HUNTSVILLE, Ala. - Like most sports, in every hockey game, there's a winner and a loser. A local hockey league feels like it's on the losing side of a battle with a city-affiliated ice rink.
“I’m really frustrated by it," said Troy Skinner, a longtime player out at the Huntsville Iceplex.
Skinner is a part of a North Alabama Hockey Association league that normally practices Wednesday nights at the Iceplex.
“It’s pretty upsetting. This is my workout for my week and it’s a lot of guy’s release, this is our pastime and being denied the opportunity to do it," said fellow player Ryan Crim.

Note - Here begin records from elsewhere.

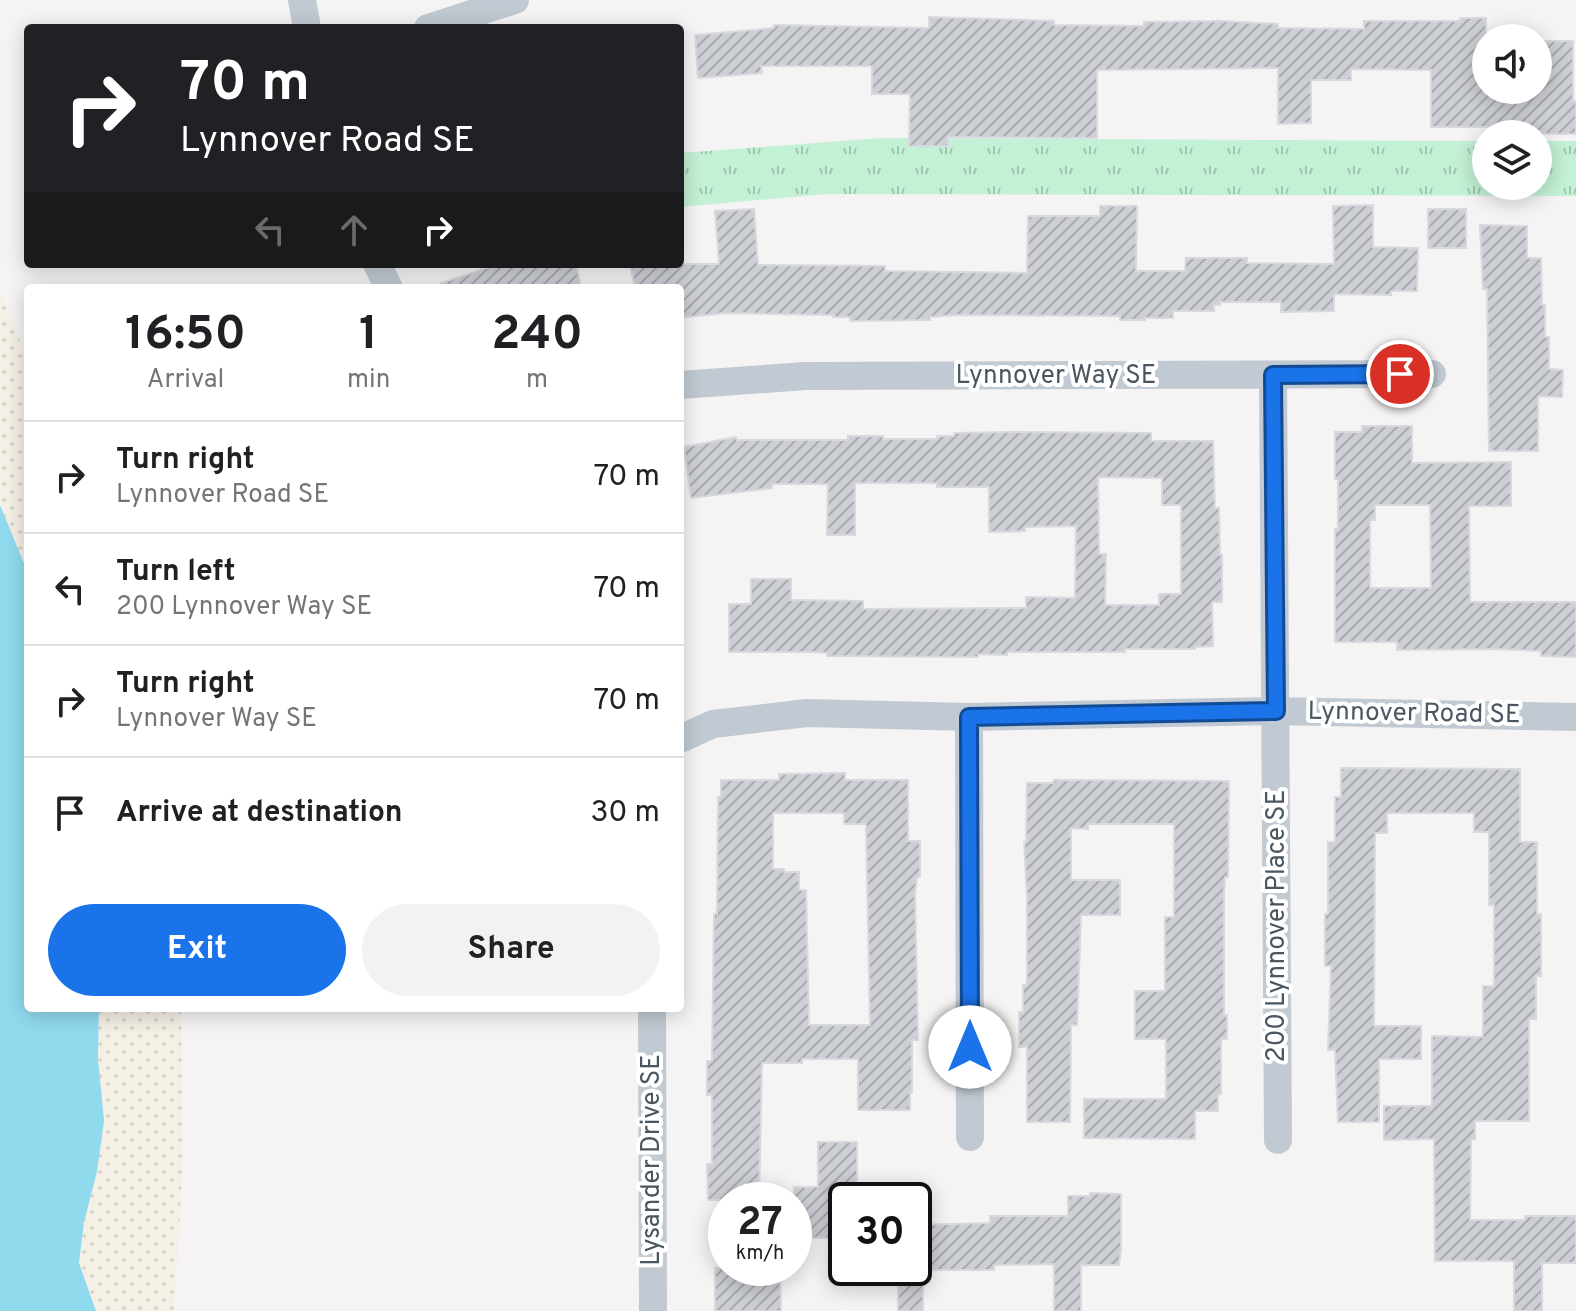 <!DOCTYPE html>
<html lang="en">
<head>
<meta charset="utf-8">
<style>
	:root { --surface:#fff; --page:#f2f2f2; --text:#202124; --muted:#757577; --line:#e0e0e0; --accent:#1a73e8 }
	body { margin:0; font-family:Overpass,sans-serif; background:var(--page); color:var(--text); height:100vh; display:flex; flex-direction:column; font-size:30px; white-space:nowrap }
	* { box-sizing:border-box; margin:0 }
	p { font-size:26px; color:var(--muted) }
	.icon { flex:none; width:44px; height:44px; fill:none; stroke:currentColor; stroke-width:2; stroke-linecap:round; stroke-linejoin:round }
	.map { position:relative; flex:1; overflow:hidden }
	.sheet { position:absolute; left:24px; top:284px; width:660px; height:728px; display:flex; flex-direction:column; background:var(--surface); border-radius:8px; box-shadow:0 4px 20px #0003 }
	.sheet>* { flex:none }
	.banner { position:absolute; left:24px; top:24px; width:660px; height:244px; border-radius:8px; box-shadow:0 4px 20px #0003; background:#202124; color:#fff; overflow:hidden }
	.fabs { position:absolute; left:1472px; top:24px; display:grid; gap:16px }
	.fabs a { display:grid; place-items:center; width:80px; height:80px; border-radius:50%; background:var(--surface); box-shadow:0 4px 20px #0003; font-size:40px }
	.speed { position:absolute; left:708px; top:1182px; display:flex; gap:16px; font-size:40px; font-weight:700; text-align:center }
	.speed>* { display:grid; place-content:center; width:104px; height:104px; border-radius:50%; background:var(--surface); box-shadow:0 4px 20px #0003; line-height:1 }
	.speed small { font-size:20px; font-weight:400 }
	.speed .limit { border:4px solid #111; border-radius:12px; background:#fff; color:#111 }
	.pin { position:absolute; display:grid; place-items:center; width:68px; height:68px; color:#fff; margin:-34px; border:4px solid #fff; border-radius:50%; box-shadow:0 2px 8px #0007 }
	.me { position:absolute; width:88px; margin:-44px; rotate:0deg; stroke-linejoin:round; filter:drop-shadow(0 0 6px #0008) }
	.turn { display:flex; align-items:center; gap:28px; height:168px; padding:0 24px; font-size:36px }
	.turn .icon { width:104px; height:104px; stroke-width:2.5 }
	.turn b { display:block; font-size:56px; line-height:68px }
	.lanes { display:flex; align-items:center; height:76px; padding:0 24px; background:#0003; justify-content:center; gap:40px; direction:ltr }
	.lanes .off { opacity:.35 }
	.eta { display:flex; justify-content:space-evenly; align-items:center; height:136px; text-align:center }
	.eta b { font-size:48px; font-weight:700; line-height:56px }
	.action { display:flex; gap:16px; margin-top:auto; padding:16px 24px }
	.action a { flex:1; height:92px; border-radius:48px; background:var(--accent); color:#fff; font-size:32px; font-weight:700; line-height:92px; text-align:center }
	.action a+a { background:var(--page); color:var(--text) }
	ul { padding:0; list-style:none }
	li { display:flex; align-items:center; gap:24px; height:112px; padding:0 24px; border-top:2px solid var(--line) }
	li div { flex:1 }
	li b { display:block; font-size:30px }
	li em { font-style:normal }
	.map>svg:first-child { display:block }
</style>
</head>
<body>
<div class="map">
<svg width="1576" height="1311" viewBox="0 0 1576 1311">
	<defs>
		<pattern id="sand-dots" width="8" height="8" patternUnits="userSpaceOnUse" patternTransform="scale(2)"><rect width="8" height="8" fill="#f5f0e5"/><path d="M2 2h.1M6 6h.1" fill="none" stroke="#d4d0c7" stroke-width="1.8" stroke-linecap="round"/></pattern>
		<pattern id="park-tufts" width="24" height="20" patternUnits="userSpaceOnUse" patternTransform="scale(2)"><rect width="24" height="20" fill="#c3f1d5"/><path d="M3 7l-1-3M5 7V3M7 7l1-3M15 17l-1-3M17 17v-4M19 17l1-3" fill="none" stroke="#a0c6b0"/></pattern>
		<pattern id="building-hatch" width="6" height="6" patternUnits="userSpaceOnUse" patternTransform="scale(2)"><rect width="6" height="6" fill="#cdcfd5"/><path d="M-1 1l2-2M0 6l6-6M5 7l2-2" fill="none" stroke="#a8abb0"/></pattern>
	</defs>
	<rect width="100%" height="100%" fill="#f5f3f3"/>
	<path fill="url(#sand-dots)" d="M0,293l28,66v214l-28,-68z
		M99,1008h82l2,151 -9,152h-78l-17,-48 5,-41 13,-50 6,-51 -5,-62z"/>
	<path fill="url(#park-tufts)" d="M882,138l604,3v45h52v-45h38v55l-749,-2 -147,13v-54z"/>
	<path fill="#90daee" d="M0,505l28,68v435h71l-1,51 6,62 -7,51 -13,50 -5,41 17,48h-96z"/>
	<path fill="url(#building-hatch)" stroke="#d7d9de" stroke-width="2" fill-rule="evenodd" d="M929,17l125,4v4l90,1v-4l77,-1 57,3v4l86,1v-8h96v-3h26v74h52v-51h35v60h3v33h-80v-7h-65v-57l-80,-1v11h-40v43l-33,1v-56l-181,2v68l-149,-1v9h-39l1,-52h-38v-28h-111l1,7 -64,5 -3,-43 79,-7v-3l155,3z
		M1373,205v42l45,1 -1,43h-26v4l-57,-1v17l-53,1v-10h-61v3h-6v6h-41v7h-28v2h-25v-4l-163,-1 -27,2v3l-80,1v-4h-17v-2l-109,-2 -44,5v-30h-45l-5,-24h89l-4,-53 39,-2 4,56 127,1v5l142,2 1,-57h72v-10h37l-1,65h49l1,-13h61v5l87,1 -1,-58z
		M1428,209h38v39h-38z
		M1480,225l47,1v32h14l1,47h3v32h4v32l14,1 -1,27 -24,-1v55h-49l-2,-162h-4z
		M499,264h77l5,24h-140v-5z
		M1362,426h50v37l99,-1v44h-42l1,96h106v55l-35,-1v-5l-44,-2 -100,1v-8h-62v-113h3v-50h-3v-47h27zM1375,505h55l1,83h-61v-68h5z
		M1016,432l135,1v8h62l2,67h4l1,47h2v47h-10l1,44 -18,1v2h-70v3h-118v3l-29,-1v3l-151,-1v-3l-17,-1h-81v-48h22v-25h40v21l72,1v8l163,-1v-11l49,1 1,-72 -51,1v4l-36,1v-45h-52v-4h-82v52h-28l1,-51h-56v4l-81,10 -7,-51 52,-10 1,3h111v-4h35v3h54v-3h17v-3zM1098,477l64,1v27h19v89h-22v11h-54l1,-51h-7z
		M1341,768l179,1v73h17v72h4v62h-5v43h-7v102h-54v18h-4l-1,81h55v-4h51v47h-34v48h-28v-50h-79l-1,-122 -50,1v-34h48v-70l51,1v-51h11v-81h-5v-73h-15v-19h-87v20h-12l-1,193h47v33h-42v63h-41l-3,-72h-7l3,-84h-6v-52h3v-72h7v-45h6z
		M845,773v7h63v61h12v36h-3l-2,17 3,146h-6v53h-2v17h-52v-51h-56v4h-40l-3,137h-51l-1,-36h5v-69h-5v-34h5l2,-147h3l1,-117h3v-17h58v-6zM773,813h71v11h22l4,201h-61l-3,-135h-7v-18h-15v-3h-11z
		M1054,780l175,1 -1,96h-3l-1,17v121h3v24h-6v55h-3v17h-23v28l-111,-1v-39h82v-60h-31v-48h30v-74h9v-93h-86v5l-17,-1v52h49v35h-39l-4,110h-6l-1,97h-43v-75h-8v-35h4v-27h4v-90l-3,-53h2l1,-59h26z
		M818,1142h39v58h-11v38h-52v-51h24z
		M1090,1193l31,1v54l-2,17h-38v46h-27v-47l-60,1v5h-80v-45l76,-2v-7h78v-20h22z
		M715,1268h65l1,43h-66z
		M898,1275h25v36h-25z"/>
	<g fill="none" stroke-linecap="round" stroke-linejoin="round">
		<path stroke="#c1cad2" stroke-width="28" d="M302,0l5,28
			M428,28l87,-28
			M377,264l12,24
			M1273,375l5,765
			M680,385l125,-9 627,-2
			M969,717l1,420
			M680,739l33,-15 94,-11 162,4 307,-6 300,6
			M652,1008l1,303"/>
	</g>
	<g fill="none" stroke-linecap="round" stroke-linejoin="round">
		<defs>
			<path id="route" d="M970,1047l-1,-330 307,-6 -3,-336 127,-1"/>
		</defs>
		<use href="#route" stroke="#114b97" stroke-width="20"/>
		<use href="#route" stroke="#1a73e8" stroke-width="14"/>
	</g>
	<g text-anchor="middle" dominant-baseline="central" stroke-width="8" stroke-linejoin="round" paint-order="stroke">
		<g font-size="26" fill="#4a5661" stroke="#fff">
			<text x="1056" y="376">Lynnover Way SE</text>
			<text transform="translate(1414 714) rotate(1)">Lynnover Road SE</text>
			<text transform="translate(1277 926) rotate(-90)">200 Lynnover Place SE</text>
			<text transform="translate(652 1160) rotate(-90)">Lysander Drive SE</text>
		</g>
	</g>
</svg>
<div class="fabs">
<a><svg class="icon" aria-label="sound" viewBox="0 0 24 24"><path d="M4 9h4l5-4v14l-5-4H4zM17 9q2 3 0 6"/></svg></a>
<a><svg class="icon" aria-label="layers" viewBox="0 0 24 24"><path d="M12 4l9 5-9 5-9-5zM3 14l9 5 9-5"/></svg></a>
</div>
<div class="speed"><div>27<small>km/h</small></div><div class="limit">30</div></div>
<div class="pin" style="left:1400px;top:374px;background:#d93025"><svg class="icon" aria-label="arrive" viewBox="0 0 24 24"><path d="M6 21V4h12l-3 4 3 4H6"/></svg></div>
<svg class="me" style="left:970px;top:1047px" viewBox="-20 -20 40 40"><circle r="19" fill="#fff"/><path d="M0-13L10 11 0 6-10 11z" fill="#1a73e8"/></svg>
<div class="banner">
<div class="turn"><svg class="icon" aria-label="right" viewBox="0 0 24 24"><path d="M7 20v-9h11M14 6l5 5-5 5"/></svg><div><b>70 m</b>Lynnover Road SE</div></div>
<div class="lanes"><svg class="icon off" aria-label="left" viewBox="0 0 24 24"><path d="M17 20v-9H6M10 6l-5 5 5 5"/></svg><svg class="icon off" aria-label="ahead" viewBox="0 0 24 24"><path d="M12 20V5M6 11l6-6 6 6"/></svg><svg class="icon" aria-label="right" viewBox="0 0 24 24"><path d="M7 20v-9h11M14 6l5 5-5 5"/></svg></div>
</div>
<section class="sheet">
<div class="eta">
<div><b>16:50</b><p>Arrival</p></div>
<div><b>1</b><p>min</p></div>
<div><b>240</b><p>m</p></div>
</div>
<ul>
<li><svg class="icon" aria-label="right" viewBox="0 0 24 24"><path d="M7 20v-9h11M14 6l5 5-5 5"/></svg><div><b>Turn right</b><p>Lynnover Road SE</p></div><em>70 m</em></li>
<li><svg class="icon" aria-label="left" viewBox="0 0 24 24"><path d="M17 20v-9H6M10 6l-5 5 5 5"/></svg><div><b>Turn left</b><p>200 Lynnover Way SE</p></div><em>70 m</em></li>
<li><svg class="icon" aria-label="right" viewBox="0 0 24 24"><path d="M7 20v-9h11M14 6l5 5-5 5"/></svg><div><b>Turn right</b><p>Lynnover Way SE</p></div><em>70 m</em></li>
<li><svg class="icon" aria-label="arrive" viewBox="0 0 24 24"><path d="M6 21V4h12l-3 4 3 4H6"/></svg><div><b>Arrive at destination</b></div><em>30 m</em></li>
</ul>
<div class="action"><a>Exit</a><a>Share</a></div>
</section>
</div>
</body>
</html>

Soon, NAHA said they'll lose that early evening slot, and other adult leagues will lose their normal spots too.
“It seems that we’re going to be blocked with our adults on Sundays and weekends so maybe the adult players that travel on weekends are not going to be able to play or are going to have to look for other groups," said Ralph Drensek, the NAHA President.
Drensek said the problem originates with a policy change voted on by the Huntsville Ice Board two months ago over how ice time is rented.
"Historically we’ve been able to adjust our ice to make those programs fit, and that new policy says we don’t have that flexibility anymore," said Drensek.
The Senior Facility Manager for the Iceplex, Steve Clough, declined to do an on-camera interview with WHNT News 19, but said in an email that all NAHA programs have slots this year, but that youth skaters get first priority, which means the adult programs are scheduled to be later in the evening.
Clough writes, "With the popularity of hockey for all age groups at an all-time high in the Huntsville area, we try to allocate the remaining ice as fairly as possible amongst all user groups."
The Senior Facility Manager went on to say, "We are trying very hard to achieve scheduling solutions that will be workable for all parties, including the NAHA."
With youth leagues of their own, Drensek said the NAHA doesn't have a problem with the youth-first mentality, they just don't want to be frozen out altogether.
“We’re capped by the amount of ice we have. We’ve kind of suppressed growth by combining practices and doing other things," said Drensek.
When you talk to the players, like Skinner, they care less about the policies and more about getting quality time on the ice.
"It’s just preventing us from having a good time and growing a good community," said Skinner.
“Booking ice isn’t the rocket science that goes on here in Huntsville. Hope it works out," said Crim.